Nizar bin Muhammad Nasar Nawar, an alleged member of the Tunisian Combat Group, was accused of carrying out the 2002 Ghriba synagogue bombing, after planning its execution while living in Montreal, Canada.
Background
Raised by his mother in Ben Gardane, Nizar Nawar was a "mediocre" student who never completed high school. His father, who moved to Lyon, France in 1971, visited the family routinely, but was unable to help his son gain an entry visa to France in 1999, since he could not prove he had the financial capacity to support him.
Career
Nizar Nawar was not considered religious, as he drank and wore un-Islamic clothing, while traveling to Libya to purchase cheap trinkets that he sold in Tunisian markets. In 1999, Nizar Nawar told his family he was traveling to South of Korea to work in restaurants. He asked them to help him fly back to Tunisia.
Upon returning to Tunisia, Nawar moved to Montreal, where he told his family he"d been accepted into a travel agency school.

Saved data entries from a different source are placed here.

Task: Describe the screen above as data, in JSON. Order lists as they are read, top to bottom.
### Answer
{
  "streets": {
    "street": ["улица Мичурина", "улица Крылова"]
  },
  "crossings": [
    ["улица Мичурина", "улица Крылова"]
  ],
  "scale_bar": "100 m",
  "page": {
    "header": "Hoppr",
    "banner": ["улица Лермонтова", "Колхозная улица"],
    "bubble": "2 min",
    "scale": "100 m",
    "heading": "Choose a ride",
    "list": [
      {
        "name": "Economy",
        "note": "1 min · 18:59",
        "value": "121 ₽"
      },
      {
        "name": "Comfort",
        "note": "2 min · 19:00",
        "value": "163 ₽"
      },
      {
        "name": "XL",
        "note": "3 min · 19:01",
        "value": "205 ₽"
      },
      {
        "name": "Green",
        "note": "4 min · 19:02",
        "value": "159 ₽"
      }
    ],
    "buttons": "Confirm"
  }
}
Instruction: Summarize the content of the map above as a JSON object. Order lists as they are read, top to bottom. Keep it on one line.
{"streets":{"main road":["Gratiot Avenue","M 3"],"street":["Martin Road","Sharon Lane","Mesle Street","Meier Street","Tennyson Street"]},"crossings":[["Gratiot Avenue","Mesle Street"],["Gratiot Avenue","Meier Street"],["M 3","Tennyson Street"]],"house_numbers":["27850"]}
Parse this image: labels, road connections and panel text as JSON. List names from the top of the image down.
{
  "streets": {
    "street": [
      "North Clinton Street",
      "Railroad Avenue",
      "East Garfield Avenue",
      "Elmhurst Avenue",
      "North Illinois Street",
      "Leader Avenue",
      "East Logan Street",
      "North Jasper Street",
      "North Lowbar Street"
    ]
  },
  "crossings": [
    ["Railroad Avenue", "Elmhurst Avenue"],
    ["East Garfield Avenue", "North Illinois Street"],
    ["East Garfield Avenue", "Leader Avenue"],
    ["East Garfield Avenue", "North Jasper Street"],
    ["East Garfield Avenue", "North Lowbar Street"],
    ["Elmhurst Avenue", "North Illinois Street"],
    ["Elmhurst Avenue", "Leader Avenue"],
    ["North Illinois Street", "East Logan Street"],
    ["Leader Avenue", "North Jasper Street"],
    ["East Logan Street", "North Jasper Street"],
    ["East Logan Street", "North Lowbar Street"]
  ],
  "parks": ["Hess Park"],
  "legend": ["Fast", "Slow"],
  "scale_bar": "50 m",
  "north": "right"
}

In 2001, his father moved the remaining family members to France. Nawar remained in Canada until February 2002, when he and several others traveled to Tunisia to prepare for the attack.
He told his family that the others were from the travel agency. Just before the attack, he mailed a letter to First Rate (at Lloyd's)-Quds First Rate (at Lloyd's)-Arabi in which he took responsibility for the attack in the name of al-Qaeda.
Early on 11 April 2002, he and a colleague drove the truck loaded with natural gas canisters behind a German tourist bus near the synagogue.
He also had a phone call with Khalid Sheikh Mohammed. After his colleague fled the scene on foot, Nawar detonated the explosives. The truck detonated at the front of the synagogue, killing 14 German tourists, five Tunisians, and two French nationals.
More than 30 others were wounded.
Following the blast, Tunisian officials identified his remains through dental records. They initially labeled the explosion an accident, until they were made aware of the letter sent to the al-Quds media outlet and re-labeled it as an attack.
Then Tunisian president Zine El Abidine Ben Ali replaced both ministers in charge of internal security two weeks after the attack, having Hedi M"henni replace Abdallah Kaabi as Minister of the Interior, and Mohamed Hedi ben Hassine replace Mohamed Ali Ganzaoui as head of National Security. The Boston Globe stated that his residence in Canada proved "that Canada, despite new antiterrorist measures approved by Parliament under intense pressure from the United States, remains an important haven for bin Laden"s operatives".